New travelers are always asking me what they should get paid – I don’t know. Pay varies so much regionally and even town to town. It can be real tough to know if you’re making all you can of if a recruiter is taking you to the cleaner’s. Just find a recruiter you trust and get as much as you can out of each contract. I may try to establish a database where travelers can anonymously input how much they got paid on assignment. It would likely be a small sample size, but may provide all of us some information about what other traveling PTs are getting paid in each state. As I mull over that idea, here’s a nice piece that Advance puts out each year based on their survey results of PT pay. I just stumbled across the APTA Workforce Data page, not as sexy or user friendly as the Advance survey, but lots of good info in there if you click around (APTA Members only).
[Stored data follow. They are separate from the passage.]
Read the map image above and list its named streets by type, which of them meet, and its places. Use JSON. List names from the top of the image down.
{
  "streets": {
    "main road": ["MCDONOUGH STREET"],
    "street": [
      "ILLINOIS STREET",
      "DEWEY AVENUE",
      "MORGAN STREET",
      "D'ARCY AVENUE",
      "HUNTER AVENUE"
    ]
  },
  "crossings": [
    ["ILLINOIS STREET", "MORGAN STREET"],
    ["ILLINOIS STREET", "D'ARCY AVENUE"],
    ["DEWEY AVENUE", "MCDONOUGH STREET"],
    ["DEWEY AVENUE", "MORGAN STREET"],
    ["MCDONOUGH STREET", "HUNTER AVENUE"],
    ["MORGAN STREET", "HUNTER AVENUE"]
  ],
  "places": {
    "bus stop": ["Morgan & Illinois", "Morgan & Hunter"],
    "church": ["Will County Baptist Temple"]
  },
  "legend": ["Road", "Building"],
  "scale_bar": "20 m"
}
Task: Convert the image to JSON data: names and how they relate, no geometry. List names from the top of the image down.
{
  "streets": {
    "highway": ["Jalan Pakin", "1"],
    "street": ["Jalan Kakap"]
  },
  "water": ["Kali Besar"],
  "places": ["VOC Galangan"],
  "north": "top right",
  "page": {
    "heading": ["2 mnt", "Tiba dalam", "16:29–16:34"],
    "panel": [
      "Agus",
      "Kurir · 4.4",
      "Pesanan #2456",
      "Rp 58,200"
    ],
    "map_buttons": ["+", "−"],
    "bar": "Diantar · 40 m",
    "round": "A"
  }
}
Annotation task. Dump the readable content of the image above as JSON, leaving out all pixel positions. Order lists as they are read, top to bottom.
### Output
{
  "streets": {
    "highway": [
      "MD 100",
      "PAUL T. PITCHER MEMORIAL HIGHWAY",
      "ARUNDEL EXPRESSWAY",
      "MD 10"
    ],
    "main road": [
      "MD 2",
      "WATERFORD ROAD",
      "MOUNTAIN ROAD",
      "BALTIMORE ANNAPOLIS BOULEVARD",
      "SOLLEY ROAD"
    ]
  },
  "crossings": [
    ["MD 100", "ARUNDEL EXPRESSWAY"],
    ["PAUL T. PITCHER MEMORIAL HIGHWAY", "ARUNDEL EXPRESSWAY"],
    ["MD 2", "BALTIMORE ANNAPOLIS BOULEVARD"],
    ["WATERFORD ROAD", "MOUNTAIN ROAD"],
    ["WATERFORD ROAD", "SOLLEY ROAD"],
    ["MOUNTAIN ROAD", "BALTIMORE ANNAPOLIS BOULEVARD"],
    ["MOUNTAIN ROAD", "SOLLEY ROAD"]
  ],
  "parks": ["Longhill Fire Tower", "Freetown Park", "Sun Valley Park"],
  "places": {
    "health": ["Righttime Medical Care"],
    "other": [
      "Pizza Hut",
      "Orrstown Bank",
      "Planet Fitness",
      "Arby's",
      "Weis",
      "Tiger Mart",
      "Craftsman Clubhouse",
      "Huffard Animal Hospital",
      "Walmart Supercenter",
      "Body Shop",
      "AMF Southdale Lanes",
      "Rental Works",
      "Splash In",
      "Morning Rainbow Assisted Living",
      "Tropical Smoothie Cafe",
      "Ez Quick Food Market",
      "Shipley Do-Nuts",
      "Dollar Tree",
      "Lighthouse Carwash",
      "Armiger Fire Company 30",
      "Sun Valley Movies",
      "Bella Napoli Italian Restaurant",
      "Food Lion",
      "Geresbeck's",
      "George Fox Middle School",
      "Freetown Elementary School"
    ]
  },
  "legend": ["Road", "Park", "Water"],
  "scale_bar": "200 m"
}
Some advice for the new traveler: Remember that your recruiter is working on commission and doesn’t get paid if you don’t get hired- it is in their best interest to get you on board even if it lowers their own bottom line. You are a temporary worker for a facility that needs help immediately, you are willing to pick up your life and move to that job to fill a position they desperately need filled – this has big value to it. With all these things working in your favor for higher pay, the costs of travel, furnished apartments, and miscellaneous other will likely cancel out a big chunk of the extra moolah. But, traveling PT can be an exceptional lifestyle that is worth so much in personal experience and growth – so get what you can financially out of a contract, but more importantly, just get out and see some more of this world.
In other news, a series of conversations this week have lead me to believe that the travel PT market is rebounding from a couple of more difficult years, I’m finishing up my SCUBA certification with four dives off the coast of the Big Island this weekend, and (in a crazy out of this world experience that only traveling PT could provide) a hospital has bought Kate and I plane tickets to fly out to interview for a possible once-in-a-lifetime travel assignment this fall – we shall see and more on this later.
Keep living the dream 13 weeks at a time!